La abdicación
En menos de dos años hemos observado el desmantelamiento y la sumisión de las instituciones al poder de un solo hombre. Lo que tardó tres o cuatro décadas en construirse a base de luchas sin tregua se ha desmoronado como un castillo de naipes. La constitución se está convirtiendo en letra muerta. El ataque ha sido sistemático, selectivo, inmisericorde, represivo, burdo, evidente. Nadie escapa a las diatribas del tartufo de palacio.
La vida de la republica está en franca decadencia. La miseria moral y la cobardía han pavimentado el camino a la autocracia. Voces anatemizadas advierten sobre el peligro que corren la nación. Lo que está en riesgo no es solo la salud, la seguridad o la economía de los mexicanos, sino el ejercicio de sus libertades ante el desprecio absoluto a la ley.
La democracia es falacia. El combate a la corrupción, opresión. Unos aplauden, otros callan, algunos observan y unos cuantos levantan la voz ante la ofensiva de un poder carente de escrúpulos, regido por el odio, gobernado por la sinrazón y las vísceras. La incompetencia nos ha llevado al fracaso y el fracaso a su justificación.
La mayoría legislativa es un leviatán. El único freno a los excesos, presunto garante de la justicia ha renunciado a su deber. Los pocos jueces que se atreven a juzgar con apego a la ley son señalados y cuestionados por el dedo flamígero del faraón tropical. Un régimen de terror, con careta de redentor, que alimenta la animadversión de las masas. Que lucra con la ira social.

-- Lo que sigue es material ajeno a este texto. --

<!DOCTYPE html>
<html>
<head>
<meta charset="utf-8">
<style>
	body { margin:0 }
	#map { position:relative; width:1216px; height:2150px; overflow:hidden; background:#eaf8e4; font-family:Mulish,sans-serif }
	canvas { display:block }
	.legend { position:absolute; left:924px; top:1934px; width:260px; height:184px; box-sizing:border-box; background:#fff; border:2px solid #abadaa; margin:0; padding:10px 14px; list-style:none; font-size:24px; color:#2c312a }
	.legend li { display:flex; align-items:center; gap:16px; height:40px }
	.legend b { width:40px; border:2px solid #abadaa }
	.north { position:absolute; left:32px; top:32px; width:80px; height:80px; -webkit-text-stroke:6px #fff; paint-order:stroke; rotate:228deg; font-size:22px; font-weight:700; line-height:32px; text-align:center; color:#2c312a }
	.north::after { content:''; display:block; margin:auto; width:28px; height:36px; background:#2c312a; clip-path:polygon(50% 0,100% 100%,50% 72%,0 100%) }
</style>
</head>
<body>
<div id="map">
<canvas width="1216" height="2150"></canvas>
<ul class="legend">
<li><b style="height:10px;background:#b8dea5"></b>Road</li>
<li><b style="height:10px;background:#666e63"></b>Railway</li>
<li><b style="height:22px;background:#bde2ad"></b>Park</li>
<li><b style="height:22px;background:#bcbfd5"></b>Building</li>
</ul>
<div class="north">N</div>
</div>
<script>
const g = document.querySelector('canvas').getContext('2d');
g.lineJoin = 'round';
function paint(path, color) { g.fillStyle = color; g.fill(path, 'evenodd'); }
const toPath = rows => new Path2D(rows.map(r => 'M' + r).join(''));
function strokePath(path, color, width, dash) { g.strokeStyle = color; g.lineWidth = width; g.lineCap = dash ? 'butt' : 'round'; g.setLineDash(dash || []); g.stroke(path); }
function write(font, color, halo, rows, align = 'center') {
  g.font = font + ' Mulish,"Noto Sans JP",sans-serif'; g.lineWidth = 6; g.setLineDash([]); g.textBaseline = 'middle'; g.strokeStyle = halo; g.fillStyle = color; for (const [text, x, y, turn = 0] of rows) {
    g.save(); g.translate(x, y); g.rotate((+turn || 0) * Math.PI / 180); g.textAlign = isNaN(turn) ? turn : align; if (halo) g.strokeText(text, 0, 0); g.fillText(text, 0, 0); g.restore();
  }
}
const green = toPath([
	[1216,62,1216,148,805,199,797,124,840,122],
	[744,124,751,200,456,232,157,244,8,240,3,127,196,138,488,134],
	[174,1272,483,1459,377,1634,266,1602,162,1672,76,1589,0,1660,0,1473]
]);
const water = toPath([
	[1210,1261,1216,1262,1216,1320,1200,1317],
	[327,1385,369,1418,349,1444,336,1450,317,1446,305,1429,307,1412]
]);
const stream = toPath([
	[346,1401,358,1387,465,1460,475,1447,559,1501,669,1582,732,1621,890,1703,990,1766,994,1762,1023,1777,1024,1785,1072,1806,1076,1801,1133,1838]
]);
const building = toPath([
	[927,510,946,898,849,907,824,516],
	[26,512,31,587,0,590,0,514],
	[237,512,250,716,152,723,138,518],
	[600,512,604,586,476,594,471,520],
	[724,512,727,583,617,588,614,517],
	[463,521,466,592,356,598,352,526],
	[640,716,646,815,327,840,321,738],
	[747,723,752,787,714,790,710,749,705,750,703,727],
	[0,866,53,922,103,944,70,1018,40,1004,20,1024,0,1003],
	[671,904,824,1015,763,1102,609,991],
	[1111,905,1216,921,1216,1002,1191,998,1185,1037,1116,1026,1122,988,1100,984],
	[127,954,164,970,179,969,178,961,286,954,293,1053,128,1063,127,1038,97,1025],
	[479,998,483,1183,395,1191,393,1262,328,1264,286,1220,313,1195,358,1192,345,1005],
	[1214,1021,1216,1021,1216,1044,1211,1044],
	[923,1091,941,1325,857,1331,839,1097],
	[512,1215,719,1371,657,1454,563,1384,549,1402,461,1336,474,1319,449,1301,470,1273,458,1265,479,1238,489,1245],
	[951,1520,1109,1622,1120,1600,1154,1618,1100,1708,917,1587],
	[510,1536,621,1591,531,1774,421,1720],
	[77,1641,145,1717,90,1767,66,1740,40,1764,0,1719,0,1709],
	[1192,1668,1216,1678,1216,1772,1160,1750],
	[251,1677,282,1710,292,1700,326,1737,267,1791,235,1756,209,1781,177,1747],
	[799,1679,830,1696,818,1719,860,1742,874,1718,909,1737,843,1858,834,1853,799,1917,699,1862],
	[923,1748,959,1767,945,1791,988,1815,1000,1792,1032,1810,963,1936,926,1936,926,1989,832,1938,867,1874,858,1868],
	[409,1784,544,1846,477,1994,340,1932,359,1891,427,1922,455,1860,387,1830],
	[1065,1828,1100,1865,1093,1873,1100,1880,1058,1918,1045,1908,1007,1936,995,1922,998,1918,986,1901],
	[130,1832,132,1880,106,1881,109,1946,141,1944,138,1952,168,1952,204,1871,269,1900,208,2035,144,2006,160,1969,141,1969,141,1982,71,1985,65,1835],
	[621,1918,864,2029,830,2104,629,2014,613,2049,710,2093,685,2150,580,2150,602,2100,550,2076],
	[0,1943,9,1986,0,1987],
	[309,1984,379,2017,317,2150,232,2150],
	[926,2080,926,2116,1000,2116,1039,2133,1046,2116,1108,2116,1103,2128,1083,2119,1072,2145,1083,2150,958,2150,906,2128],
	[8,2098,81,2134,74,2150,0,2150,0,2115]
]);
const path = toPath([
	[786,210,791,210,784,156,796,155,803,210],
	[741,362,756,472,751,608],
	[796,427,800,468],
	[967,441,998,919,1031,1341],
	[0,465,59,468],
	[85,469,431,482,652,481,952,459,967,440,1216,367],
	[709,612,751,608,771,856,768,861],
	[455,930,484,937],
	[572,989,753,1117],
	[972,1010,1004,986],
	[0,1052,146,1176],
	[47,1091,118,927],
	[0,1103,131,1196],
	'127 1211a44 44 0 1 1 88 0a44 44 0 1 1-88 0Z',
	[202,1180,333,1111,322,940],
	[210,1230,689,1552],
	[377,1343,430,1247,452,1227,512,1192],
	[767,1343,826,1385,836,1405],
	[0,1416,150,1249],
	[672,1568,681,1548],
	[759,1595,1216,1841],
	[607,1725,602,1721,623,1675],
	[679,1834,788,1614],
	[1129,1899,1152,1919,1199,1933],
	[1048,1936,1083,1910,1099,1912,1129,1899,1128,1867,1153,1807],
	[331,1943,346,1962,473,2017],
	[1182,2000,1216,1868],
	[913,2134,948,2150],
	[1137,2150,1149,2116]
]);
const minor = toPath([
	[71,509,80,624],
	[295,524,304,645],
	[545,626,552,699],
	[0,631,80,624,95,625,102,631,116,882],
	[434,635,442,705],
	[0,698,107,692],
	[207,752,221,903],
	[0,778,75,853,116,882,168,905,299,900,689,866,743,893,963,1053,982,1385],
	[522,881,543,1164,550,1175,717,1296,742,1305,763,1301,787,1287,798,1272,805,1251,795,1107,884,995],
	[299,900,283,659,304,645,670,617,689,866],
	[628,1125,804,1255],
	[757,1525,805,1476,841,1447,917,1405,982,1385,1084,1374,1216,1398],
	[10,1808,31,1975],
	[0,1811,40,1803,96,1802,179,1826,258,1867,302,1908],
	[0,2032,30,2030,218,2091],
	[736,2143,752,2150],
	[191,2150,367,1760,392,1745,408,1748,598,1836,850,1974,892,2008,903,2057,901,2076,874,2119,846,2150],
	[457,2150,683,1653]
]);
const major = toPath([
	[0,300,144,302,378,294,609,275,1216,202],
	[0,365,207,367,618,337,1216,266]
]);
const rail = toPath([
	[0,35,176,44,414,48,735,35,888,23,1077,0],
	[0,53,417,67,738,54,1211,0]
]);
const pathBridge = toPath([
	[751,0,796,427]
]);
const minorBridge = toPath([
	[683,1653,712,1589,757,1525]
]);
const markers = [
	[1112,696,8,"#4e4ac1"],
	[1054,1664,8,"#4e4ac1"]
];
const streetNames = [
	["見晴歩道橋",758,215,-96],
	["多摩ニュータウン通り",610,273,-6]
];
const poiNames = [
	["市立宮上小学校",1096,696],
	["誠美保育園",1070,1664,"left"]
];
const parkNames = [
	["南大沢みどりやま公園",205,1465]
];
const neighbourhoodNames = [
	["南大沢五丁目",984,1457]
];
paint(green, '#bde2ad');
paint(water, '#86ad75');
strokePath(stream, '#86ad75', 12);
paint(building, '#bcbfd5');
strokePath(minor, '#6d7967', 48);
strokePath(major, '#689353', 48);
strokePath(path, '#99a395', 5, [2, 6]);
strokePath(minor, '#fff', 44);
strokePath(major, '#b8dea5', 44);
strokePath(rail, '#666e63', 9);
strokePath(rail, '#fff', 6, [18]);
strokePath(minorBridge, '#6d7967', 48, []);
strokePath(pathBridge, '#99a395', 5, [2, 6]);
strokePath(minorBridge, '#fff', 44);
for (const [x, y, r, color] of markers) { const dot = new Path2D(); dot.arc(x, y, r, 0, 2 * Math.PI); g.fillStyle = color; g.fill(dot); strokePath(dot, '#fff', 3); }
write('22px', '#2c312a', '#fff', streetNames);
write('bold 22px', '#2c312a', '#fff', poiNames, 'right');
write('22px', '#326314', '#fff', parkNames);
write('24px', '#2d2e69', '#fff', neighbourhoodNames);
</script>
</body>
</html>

Nuestro sincretismo revive entre el medioevo y el ritual a los dioses mexicas que exige sacrificios. El pueblo bueno vive en el flagelo de la peste pandémica de nuestros días, las masas empobrecen ante la crisis económica más profundo en décadas, el estado sucumbe ante las hordas criminales y la turbamulta clama por sangre celebrando cada linchamiento público como un acto expiación y venganza.
El gran Tlatoani construye templos, trenes y refinerías mientras reparte mendrugos anunciando la entelequia de transformación como testimonio y legado de su imperio. Rehúye a la realidad encerrado en su palacio, habla sin cesar, se ahoga en sus palabras. Sus huestes pretorianas sofocan cualquier intento de revuelta. Transgrede los límites impuestos por la ley a los hombres mortales y terrenales. Se proclama como la encarnación del pueblo. Edifica la falacia de su faena estoica ante la decadencia y la degradación. Raya en los límites de la esquizofrenia y nos lleva ¡Oh paradoja! Rumbo al despeñadero.